I went to see "The Strangers" the other night, and all I can say is fuuuck, that ruled. The movie was exactly how it should have been. It's been getting terrible reviews, and the people I went with hated it, but I will not be swayed. If you saw "Funny Games", you'd probably recognize The Strangers as a less lyrical, worse acted version of that, and I mean that in the best way possible. I'm not gonna give it away, but the ending is perfect.

All the music in the movie is played through the turntable in the house, one of those aforementioned cool devices I hold so dear. The soundtrack has a couple great songs: Richard Bruckner's "Ariel Ramirez", the Woody Guthrie written, Billy Bragg and Wilco performed "At My Window Sad and Lonely", and "The Sprout and the Bean", from the Joanna Newsom album "The Milk-Eyed Mender".



Joanna Newsom - "The Milk-Eyed Mender" (2004)

Monday, June 9, 2008

IX


A few summers ago, my friend Ryan and I drove the 40 mins down to Westfield, where I had lived and worked for a little while before an epic crash in which I was fired for drinking at work, and then spent the next few months unemployed and a recluse, only leaving my room to go to the liquor store. We were going to visit my friend with whom I had worked and kept in contact with. I think we met her at some awful cafe where a lot of kids probably pumping Norma Jean through their ill-fitting, terrible sound quality earbuds hung out. A forgettable experience to say the least. Afterwards we grabbed a couple six packs with my fake ID which I still had at the time, and went up to a golf course to put em down. It was perfect drinking weather. I hadn't started smoking yet, but it was the kind of weather when cigarettes taste the best. That summer I had three albums in heavy rotation: the first two Hold Steady records and "Grace". The warm tone and almost distant sound fits in well with the summer. One of my favorite things about music is the way it just naturally becomes a soundtrack for certain times or activities, though I'm not sure if it's due to the sound or to the listener.
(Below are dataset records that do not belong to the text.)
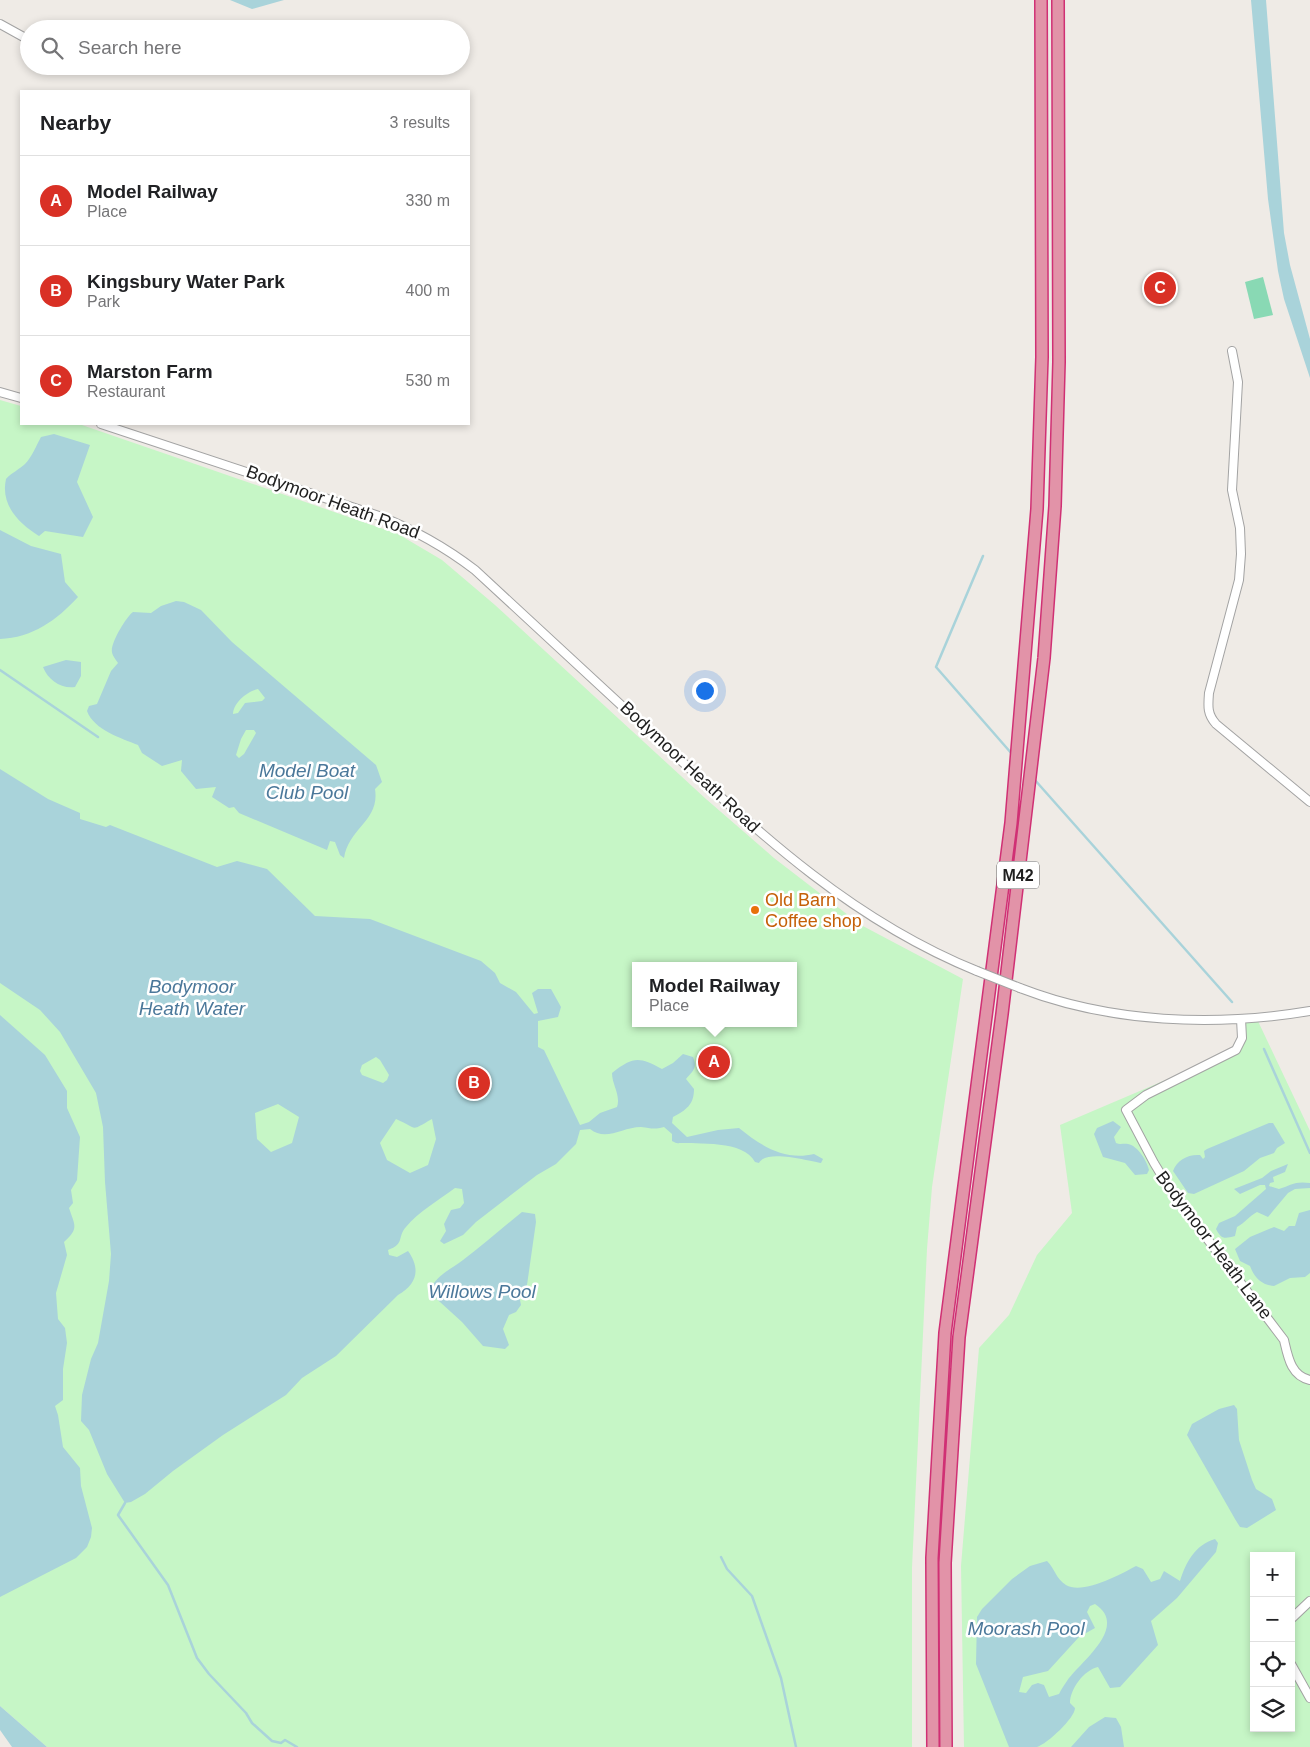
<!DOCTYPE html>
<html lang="en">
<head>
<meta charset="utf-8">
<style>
  :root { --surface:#fff; --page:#f2f2f2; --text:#202124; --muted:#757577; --line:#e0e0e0; --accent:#d93025 }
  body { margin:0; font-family:Arial,sans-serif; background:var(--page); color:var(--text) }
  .controls { position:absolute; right:15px; bottom:15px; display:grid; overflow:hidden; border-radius:0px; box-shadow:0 2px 8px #0003 }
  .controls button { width:45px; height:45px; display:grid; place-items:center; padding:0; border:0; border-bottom:1px solid var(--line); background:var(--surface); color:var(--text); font:25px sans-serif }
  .you { position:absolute; left:704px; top:690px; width:18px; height:18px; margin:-12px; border:4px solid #fff; border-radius:50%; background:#1a73e8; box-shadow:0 0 0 8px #1a73e833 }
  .badge { display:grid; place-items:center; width:32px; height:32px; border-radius:50%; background:var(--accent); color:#fff; font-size:16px; font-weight:700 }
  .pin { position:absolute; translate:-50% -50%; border:2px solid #fff; box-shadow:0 1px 5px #0006 }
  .popup { position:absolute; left:632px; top:962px; width:165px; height:65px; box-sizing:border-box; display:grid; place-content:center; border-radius:0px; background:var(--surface); filter:drop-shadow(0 1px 4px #0005); font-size:16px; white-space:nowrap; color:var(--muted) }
  .popup b { font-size:19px; color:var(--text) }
  .popup::after { content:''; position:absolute; left:50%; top:100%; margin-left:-10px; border:10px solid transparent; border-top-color:var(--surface) }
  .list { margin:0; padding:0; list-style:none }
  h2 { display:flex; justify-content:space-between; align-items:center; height:65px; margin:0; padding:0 20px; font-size:21px }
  h2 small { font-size:16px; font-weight:400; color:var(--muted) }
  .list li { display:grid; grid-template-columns:32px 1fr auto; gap:15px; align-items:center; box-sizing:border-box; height:90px; padding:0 20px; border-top:1px solid var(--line) }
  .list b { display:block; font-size:19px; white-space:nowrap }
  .list p { margin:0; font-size:16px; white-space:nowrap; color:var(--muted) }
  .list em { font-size:16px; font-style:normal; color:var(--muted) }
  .icon { flex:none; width:28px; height:28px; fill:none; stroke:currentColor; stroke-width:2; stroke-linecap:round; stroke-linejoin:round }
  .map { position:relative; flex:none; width:1310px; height:1747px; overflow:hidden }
  .search { position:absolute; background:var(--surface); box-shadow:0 2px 8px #0003; left:20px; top:20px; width:450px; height:55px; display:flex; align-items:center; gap:12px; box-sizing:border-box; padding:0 18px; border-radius:28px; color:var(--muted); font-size:19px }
  .panel { position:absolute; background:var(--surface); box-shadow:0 2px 8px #0003; left:20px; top:90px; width:450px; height:335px; border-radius:0px }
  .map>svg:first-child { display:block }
  .park { fill:#c6f6c6; fill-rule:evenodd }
  .pitch { fill:#89d9b4 }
  .water { fill:#a9d3da; fill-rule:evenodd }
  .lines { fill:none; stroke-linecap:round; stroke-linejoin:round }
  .stream { stroke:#a9d3da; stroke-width:2.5 }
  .minor-casing { stroke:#a3a3a3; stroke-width:10 }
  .highway-casing { stroke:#d03074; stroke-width:14 }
  .minor { stroke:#fff; stroke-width:8 }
  .highway { stroke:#e293a8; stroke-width:11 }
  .minor-bridge-casing { stroke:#a3a3a3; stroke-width:10; stroke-linecap:butt }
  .minor-bridge { stroke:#fff; stroke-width:8 }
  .food-dot { fill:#e8710a; stroke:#fff; stroke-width:2 }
  .labels { text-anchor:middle; stroke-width:5; stroke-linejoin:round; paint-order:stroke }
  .shield { fill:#fff; stroke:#626262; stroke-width:1 }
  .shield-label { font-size:16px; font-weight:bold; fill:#1f1f1f }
  .street-label { font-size:18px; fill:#1f1f1f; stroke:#fff }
  .food-label { font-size:18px; fill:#c56008; stroke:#fff; text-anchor:start }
  .water-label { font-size:19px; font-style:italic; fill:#4b789a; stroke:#fff }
</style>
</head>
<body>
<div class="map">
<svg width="1310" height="1747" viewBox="0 0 1310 1747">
  <rect width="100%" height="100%" fill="#efebe6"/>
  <path class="park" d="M0,400L21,406V424H79L398,534L442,560L495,605L706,799L774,858L861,925L963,979L932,1187L927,1249L912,1568V1747H47L0,1706ZM635,966H793V1023H635Z
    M1241,1019H1257L1310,1131V1747H964L961,1566L979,1348L1009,1315L1037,1255L1072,1213L1060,1125L1236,1050L1241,1044ZM1254,1556H1291V1728H1254Z"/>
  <path class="pitch" d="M1263,277L1273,315L1254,319L1245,282Z"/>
  <path class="water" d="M230,0H284L252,9Z
    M1251,0H1266L1284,233L1290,265L1310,339V378L1284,299L1278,271L1268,199Z
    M54,434L90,445L77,482L93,517L83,537L45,531L39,536C20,524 0,506 6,479C11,473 20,469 25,464C32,457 36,446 41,437Z
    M0,530L31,546L61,554L65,582L78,597C57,620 32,638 0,639Z
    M176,601L184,602L201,610L232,642L376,765L382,782L375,789C380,821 349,827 344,858L340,855L335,842L330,841L327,850L239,813L234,807L229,808L212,797L216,787L196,789L181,771L182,760L162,766L142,753L138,745C121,738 94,730 87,711L89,706L97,704L111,671L118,663C116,660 112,655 112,652C110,644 126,617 133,612L151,613L161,606ZM258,689L265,698L262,701L245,703L238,713L233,714C234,702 247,692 258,689ZM254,730L256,733L244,754L239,758L236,755L241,739L246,730Z
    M66,660L81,662V676L75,687C61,689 48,680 43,667Z
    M0,769L48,799L80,813V819L106,827L110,825L217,867L237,861L267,869L315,916L370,919L481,961L495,973L500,983L516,992L534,1014L538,1013L532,993L538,989H551L561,1007L558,1017L538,1021V1047L544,1050L580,1125L589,1122L600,1113L617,1107C621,1095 612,1085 612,1073C634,1056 639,1057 662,1069L673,1063L683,1054L693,1057C698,1069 692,1071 686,1079L694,1089C694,1105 686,1110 673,1117L672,1123L687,1137L718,1130L739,1128C761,1146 785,1161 814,1154L823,1159L821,1163C808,1161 766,1149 759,1163L755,1162C744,1140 698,1144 676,1143L672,1141V1134L664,1127C653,1130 651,1128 641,1127C622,1127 606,1142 590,1129L580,1130L576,1144L556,1164L537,1175L476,1222L463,1235L444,1244L440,1241L446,1231L444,1224L451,1210L460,1208L464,1203L462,1189L455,1188C439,1200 418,1212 406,1227C397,1237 405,1244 388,1250L389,1255L397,1257L408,1251C421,1269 417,1284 398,1295L336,1356L302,1378L286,1395L223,1435L173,1471L145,1494L131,1502L125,1503L107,1474L89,1430L81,1421L82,1395L91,1359L98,1343L109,1281L111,1254L105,1182L103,1127L96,1093L60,1032L40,1010L0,983ZM376,1057L380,1060L389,1075L387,1080L383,1083L362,1075L360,1071L362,1065ZM278,1104L299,1117L292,1143L271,1152L257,1139L255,1113ZM396,1119C419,1129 409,1132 432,1119L436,1139L428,1165L410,1173L387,1160L380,1143Z
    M0,1015L45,1055L67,1091V1108L80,1137L77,1180L71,1190L73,1203L69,1208C75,1226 79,1228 64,1242L67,1255L56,1293L58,1319L65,1328L67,1343L63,1369V1400L55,1406L58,1415L63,1447L80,1468L81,1486L92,1528L91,1537L87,1547L76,1558L0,1597Z
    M1113,1121L1121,1127L1114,1137L1116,1143C1120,1145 1124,1143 1128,1144C1138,1146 1147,1161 1149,1170L1147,1174L1135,1175L1125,1163L1103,1157L1094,1134L1097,1128Z
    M1269,1123H1273L1285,1143L1277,1148L1274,1153L1260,1158L1244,1171L1194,1194L1188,1193L1173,1171C1177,1160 1188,1154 1200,1155L1203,1159L1205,1157L1204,1151L1207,1149Z
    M1288,1164L1285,1172L1273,1177L1274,1182L1270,1183L1269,1186L1279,1189C1292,1185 1294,1181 1310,1183V1188L1295,1189L1288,1193L1268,1217L1257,1212C1249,1216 1245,1223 1237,1227L1235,1236C1224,1239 1221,1239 1216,1229L1219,1223L1235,1216L1266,1189L1265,1185H1260L1240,1194L1234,1189L1262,1178L1271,1171Z
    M1310,1210V1273L1305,1277L1290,1278L1274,1286C1261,1285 1254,1277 1250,1266L1240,1261L1235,1249L1250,1237L1274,1227L1284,1231L1289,1226H1295L1299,1213Z
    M522,1212L535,1214L536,1222L527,1285L519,1295L521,1305L516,1312L509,1315L503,1329L509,1345L505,1349L483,1346L462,1322L429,1292C436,1275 450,1270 463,1260C483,1245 502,1228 522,1212Z
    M1234,1405L1237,1409L1239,1440L1252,1480L1256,1489L1272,1499L1276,1510L1247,1528L1240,1527L1235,1519L1187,1435L1192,1424L1219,1409Z
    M1215,1539L1218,1543L1216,1552L1177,1598L1151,1621L1158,1645L1120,1687L1110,1688L1098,1667C1084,1670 1070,1689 1070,1703L1075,1708C1075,1718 1047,1744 1037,1747C1029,1747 1017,1747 1009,1747L976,1664L977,1617L982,1609L1012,1579L1030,1566L1047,1561C1055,1569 1056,1579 1066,1585C1083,1595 1121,1574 1136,1566L1143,1569L1151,1582L1160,1579L1164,1571L1180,1581C1186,1562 1195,1545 1215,1539ZM1095,1604C1130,1627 1079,1663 1067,1681C1064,1685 1061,1690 1059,1694L1049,1697L1044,1685L1038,1683L1032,1685L1026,1693L1019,1692L1023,1677L1048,1671L1079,1637L1095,1628L1087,1612L1090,1606Z
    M0,1706L47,1747H12L0,1730Z
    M1105,1717L1116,1718L1121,1727L1124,1747H1071L1089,1727Z"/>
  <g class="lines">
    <path class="stream" d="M983,556L936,667L1012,754
      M0,670L98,737
      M1034,779L1232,1002
      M1264,1049L1310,1153
      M125,1503L118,1515L168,1585L197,1658L209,1674L246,1713L252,1723L272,1741L281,1743L285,1740L297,1747
      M721,1557L727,1569L752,1596L781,1678L796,1747"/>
    <defs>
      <path id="minor" d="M0,24L29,40
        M1232,351L1238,382L1232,490L1240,528L1241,554L1239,580L1209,693C1208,706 1207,714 1216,724L1310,802
        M0,392L21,398
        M101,424L379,516C415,530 445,547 475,570C537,627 599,684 661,742C759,833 851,920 977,971
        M1020,988C1110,1023 1215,1027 1310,1011
        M1241,1019L1242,1038L1236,1050L1146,1095L1126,1110L1154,1163L1171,1191L1284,1340C1288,1357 1291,1376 1310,1380
        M1291,1619L1310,1601
        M1291,1664L1310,1698"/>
      <path id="highway" d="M933,1747L932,1558L945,1333L1011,823L1037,509L1042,357L1041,0
        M946,1747L945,1563L959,1337L1002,1014L1044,658L1055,506L1059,362L1058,0"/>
    </defs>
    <use href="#minor" class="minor-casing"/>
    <use href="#highway" class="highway-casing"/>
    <use href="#minor" class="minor"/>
    <use href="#highway" class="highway"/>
    <defs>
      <path id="minor-bridge" d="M977,971L1020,988"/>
    </defs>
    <use href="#minor-bridge" class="minor-bridge-casing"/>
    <use href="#minor-bridge" class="minor-bridge"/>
  </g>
  <circle class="food-dot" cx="755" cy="910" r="5"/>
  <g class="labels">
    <rect class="shield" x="997" y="861.5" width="42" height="27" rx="4"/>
    <g class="shield-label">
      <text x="1018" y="881">M42</text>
    </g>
    <g class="street-label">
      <text transform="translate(333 502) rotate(20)" y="6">Bodymoor Heath Road</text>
      <text transform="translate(690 767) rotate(43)" y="6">Bodymoor Heath Road</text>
      <text transform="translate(1214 1245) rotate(53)" y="6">Bodymoor Heath Lane</text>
    </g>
    <g class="food-label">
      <text x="765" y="906">Old Barn<tspan x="765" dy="21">Coffee shop</tspan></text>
    </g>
    <g class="water-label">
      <text x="307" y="777">Model Boat<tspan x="307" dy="22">Club Pool</tspan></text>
      <text x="192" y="993">Bodymoor<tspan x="192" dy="22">Heath Water</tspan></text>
      <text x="482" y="1298">Willows Pool</text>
      <text x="1026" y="1635">Moorash Pool</text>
    </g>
  </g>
</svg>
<div class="controls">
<button>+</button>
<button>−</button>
<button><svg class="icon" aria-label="locate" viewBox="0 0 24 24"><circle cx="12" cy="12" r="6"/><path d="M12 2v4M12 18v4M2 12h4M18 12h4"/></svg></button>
<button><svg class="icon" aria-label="layers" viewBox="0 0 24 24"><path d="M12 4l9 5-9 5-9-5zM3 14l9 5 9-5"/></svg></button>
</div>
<div class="you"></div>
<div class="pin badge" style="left:714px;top:1062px">A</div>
<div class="popup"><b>Model Railway</b>Place</div>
<div class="pin badge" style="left:474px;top:1083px">B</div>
<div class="pin badge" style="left:1160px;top:288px">C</div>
<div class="search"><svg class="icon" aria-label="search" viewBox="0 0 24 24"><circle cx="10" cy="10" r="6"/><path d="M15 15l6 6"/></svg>Search here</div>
<section class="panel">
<h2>Nearby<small>3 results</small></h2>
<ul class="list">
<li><span class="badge">A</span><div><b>Model Railway</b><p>Place</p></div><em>330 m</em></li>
<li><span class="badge">B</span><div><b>Kingsbury Water Park</b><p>Park</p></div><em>400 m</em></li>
<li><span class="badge">C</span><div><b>Marston Farm</b><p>Restaurant</p></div><em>530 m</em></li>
</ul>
</section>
</div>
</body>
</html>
Jeff Buckley - "Grace" (1994)

Friday, June 6, 2008

VIII

I've been making a lot of mixtapes for myself lately because it's a good way to kill 15 minutes, and I have a hard time figuring out what I want to listen to in the car. Usually it's either O and A replays, or my iPod on shuffle. Mixes save me a step and require one or two less synapses to fire. They have no real theme, aside from being songs I'm into lately, which is a departure from the things I would do as the annoying, whiny, sappy pile of yuck that I was as a teenager, when every one seemed to have some sort of "love song" theme in one way or another. Thankfully as I've grown older I've devoted my energy to better, more mature things, like being devoid of almost all emotion, and staring through most people at the wall behind them when they talk to me as I think about how much better it would be if I was petting large jungle animals in Thailand. One glaring omission though, from the love song mixtapes of yore, was the lead off track to Sabbath's "Master of Reality".

"Sweet Leaf": Great love song, or greatest love song?